Poco antes del invierno, don Elías enfermó de tristeza. Las pausas en su andar se volvieron largas, las conversaciones con Julián se volvieron cortas.

―¿Cuánto duró casado con ella? ―Le preguntó, conmovido, Julián.
―Sigo casado con ella, ―don Elías le puso una mano en el hombro ―sólo que ella me espera en otro lado ―terminó por decirle y se retiró.

Esas palabras hicieron un eco terrible en los eternos ojos de Julián, que por un instante, quiso saber lo que era llorar. ¿Puede la muerte equivocarse en los tiempos? ¿Puede la evocación de la amada, darle sentido a la existencia de una persona?
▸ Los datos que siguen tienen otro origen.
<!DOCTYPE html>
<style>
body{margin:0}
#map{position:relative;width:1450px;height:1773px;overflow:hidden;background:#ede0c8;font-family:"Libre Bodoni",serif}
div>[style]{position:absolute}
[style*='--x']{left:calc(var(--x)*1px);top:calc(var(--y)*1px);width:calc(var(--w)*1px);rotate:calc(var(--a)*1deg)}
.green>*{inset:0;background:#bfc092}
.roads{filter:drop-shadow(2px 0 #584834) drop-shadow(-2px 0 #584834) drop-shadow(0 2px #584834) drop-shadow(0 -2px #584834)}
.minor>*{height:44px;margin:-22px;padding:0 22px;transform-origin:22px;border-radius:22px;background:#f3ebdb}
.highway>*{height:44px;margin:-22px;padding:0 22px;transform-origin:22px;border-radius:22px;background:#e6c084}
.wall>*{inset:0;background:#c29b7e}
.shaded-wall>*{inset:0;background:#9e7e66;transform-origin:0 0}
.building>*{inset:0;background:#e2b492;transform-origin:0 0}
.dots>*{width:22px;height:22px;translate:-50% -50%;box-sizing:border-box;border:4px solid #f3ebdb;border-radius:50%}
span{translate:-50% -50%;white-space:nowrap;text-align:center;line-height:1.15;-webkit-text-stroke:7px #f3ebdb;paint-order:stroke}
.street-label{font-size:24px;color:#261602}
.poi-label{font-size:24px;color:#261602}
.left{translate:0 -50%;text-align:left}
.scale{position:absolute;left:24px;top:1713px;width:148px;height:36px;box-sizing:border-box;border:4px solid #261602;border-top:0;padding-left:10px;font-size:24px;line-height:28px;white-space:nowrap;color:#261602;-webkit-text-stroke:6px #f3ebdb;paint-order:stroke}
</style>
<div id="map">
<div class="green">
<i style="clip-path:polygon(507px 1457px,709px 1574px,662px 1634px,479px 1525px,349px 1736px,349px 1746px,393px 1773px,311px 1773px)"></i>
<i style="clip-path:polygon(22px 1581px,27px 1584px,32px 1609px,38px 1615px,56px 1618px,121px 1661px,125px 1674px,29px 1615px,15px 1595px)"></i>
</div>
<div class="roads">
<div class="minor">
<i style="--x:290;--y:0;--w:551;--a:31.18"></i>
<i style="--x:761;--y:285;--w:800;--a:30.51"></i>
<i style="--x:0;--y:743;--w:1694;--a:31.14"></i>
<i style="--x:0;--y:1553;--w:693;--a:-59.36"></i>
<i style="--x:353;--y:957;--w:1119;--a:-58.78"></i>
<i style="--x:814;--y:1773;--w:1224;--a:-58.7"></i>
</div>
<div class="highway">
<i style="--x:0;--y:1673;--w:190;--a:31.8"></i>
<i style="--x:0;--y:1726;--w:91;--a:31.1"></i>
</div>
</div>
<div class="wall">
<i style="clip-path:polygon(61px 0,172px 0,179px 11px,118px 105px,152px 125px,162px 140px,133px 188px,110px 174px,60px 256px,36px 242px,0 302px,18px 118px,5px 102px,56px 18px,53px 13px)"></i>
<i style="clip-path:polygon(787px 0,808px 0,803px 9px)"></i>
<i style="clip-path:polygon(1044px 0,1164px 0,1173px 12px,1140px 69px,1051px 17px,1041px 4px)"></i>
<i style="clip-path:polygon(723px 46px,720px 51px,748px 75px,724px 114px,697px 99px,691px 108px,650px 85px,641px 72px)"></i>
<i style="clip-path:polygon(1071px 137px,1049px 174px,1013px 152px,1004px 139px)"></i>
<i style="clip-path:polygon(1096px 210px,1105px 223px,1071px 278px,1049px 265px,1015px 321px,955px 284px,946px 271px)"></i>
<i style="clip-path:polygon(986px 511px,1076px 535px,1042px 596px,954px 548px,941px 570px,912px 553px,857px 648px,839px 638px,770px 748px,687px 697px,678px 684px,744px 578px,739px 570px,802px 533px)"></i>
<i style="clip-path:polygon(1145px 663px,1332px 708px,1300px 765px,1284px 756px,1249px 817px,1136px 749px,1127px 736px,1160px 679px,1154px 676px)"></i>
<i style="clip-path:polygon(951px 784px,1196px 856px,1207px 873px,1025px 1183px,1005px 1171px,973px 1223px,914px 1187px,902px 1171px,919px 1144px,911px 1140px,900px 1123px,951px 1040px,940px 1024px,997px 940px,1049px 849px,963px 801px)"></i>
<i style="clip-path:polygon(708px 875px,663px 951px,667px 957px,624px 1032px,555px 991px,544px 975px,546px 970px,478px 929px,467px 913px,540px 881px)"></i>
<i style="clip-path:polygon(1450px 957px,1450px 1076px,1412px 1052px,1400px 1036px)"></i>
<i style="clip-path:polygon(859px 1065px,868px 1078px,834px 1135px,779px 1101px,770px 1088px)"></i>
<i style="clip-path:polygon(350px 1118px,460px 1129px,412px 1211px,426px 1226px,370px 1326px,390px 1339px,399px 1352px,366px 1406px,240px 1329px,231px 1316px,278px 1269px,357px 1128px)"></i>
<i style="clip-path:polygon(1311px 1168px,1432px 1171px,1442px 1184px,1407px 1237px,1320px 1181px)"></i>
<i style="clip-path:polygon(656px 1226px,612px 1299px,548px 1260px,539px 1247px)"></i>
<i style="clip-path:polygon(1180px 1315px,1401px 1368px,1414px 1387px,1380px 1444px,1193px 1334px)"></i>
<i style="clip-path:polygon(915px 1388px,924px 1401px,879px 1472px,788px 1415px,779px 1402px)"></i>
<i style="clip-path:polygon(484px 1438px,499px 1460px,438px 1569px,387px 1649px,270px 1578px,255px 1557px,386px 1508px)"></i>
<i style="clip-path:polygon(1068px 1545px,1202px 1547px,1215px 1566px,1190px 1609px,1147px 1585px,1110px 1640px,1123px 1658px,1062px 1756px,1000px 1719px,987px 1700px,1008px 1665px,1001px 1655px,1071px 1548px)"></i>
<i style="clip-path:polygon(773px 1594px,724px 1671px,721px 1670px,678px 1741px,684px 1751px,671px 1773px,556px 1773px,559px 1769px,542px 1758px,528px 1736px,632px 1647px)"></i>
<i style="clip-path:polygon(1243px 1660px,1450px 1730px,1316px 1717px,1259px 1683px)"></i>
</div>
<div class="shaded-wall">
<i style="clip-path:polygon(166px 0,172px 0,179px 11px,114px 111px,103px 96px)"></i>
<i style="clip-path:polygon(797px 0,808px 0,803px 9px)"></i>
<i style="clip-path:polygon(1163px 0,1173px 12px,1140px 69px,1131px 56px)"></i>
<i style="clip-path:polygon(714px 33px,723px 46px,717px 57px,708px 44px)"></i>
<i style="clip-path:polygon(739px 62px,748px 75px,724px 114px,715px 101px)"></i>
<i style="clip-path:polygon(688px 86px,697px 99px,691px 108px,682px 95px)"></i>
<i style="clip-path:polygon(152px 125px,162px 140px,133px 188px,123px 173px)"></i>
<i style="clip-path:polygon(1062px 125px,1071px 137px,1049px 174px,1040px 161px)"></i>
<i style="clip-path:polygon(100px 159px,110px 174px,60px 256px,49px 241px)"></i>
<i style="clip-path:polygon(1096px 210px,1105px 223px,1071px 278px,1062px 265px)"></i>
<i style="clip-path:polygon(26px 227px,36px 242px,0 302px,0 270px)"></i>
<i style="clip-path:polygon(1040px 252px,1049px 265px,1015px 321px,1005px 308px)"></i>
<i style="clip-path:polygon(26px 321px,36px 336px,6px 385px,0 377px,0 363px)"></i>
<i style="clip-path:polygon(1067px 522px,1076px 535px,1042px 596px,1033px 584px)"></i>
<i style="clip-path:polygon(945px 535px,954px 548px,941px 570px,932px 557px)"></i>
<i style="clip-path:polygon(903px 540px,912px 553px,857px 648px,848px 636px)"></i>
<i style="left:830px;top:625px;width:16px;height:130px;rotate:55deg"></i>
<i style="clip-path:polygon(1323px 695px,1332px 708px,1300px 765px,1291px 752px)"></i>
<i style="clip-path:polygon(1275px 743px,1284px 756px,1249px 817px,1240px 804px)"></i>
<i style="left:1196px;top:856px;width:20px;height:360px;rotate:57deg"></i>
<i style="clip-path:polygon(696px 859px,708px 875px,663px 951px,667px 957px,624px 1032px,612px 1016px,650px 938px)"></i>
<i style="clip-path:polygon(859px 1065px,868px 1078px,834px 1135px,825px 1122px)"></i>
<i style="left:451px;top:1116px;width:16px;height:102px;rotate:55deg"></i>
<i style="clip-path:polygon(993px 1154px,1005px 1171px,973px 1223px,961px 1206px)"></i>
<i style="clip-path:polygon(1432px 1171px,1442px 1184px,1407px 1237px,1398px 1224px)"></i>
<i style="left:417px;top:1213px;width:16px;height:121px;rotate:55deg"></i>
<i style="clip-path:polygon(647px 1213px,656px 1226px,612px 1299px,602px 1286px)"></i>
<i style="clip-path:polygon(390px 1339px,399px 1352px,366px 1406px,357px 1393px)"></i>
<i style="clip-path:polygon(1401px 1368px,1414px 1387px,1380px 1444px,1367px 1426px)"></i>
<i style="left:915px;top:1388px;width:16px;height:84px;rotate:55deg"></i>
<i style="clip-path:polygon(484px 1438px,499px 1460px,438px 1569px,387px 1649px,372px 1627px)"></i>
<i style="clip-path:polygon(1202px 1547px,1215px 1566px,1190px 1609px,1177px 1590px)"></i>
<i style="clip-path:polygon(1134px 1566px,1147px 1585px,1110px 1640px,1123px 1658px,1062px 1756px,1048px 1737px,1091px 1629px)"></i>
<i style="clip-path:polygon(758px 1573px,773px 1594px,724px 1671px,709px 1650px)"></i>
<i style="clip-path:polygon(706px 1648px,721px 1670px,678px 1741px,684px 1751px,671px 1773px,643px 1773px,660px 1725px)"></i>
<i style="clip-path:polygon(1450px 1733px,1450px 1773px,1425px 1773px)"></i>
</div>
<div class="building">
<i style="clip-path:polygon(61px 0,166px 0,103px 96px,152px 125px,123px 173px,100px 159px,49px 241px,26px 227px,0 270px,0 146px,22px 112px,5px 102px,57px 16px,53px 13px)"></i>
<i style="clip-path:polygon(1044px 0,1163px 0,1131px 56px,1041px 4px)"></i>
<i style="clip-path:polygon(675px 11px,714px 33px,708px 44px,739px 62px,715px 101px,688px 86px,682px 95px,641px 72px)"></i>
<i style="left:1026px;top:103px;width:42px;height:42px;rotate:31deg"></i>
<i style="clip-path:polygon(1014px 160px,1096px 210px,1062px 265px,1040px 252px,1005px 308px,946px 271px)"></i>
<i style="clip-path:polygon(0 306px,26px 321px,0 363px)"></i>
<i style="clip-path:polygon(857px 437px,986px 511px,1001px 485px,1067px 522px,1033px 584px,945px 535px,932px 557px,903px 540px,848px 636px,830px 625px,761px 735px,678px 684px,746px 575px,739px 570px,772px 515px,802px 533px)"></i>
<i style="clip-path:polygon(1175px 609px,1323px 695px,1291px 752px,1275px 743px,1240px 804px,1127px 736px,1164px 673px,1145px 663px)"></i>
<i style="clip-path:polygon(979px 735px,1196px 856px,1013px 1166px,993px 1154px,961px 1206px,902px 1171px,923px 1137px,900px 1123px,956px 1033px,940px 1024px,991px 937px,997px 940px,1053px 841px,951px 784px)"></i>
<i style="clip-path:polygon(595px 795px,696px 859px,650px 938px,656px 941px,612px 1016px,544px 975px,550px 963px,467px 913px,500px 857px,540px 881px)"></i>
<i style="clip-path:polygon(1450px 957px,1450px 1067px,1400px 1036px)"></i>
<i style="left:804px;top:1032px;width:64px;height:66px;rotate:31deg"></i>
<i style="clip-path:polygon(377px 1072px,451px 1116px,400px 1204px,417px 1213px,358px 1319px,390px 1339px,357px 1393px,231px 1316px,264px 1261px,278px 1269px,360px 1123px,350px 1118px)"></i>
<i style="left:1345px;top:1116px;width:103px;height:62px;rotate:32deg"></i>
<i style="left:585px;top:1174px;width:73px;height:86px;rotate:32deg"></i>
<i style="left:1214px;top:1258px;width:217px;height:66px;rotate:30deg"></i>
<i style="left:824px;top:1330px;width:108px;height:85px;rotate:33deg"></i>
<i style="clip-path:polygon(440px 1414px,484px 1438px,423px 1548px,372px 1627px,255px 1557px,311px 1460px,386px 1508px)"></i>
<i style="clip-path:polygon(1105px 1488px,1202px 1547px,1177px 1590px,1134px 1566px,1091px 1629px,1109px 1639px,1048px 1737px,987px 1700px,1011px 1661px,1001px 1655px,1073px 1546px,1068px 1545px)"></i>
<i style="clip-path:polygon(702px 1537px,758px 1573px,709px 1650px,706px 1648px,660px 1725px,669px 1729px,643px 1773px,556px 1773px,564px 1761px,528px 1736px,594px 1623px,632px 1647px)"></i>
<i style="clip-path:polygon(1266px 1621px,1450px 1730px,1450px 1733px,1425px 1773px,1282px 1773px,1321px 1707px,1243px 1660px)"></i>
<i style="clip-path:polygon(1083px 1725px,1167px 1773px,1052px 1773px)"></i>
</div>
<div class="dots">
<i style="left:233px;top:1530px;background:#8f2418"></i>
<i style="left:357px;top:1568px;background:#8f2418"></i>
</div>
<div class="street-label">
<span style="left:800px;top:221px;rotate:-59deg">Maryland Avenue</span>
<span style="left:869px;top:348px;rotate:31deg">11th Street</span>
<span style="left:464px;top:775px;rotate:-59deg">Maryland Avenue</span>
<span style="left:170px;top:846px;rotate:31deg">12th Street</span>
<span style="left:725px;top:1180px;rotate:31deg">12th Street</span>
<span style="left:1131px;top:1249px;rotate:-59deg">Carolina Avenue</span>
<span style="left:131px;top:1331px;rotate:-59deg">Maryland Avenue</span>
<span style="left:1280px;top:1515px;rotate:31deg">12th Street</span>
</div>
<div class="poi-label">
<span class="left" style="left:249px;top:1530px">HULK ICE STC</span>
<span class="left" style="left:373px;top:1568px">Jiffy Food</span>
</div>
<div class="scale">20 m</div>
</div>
De aquel hueco entre la i y la j, por donde don Elías había visto a Julián la primera vez, dejaba el viejo un libro, cuyo lugar correcto era dos estantes atrás. Una noche de octubre, le había confesado a Julián que aquel libro era su máximo tesoro. El favorito de Isabel, el cual escondía con recelo. Dos lunas después de haber comenzado noviembre, Julián visitó a su viejo amigo y lo despertó de su sueño. Don Elías estaba tan acostumbrado a la presencia de Julián, y confiaba tanto en él, que no dudó en levantarse y acompañarlo.

―Ven amigo mío, es tiempo que vayas con Isabel ―y le entregó el libro que guardaba de la demás gente. Aquél que quizá nadie extrañó, pero que dejó un hueco entre la i y la j.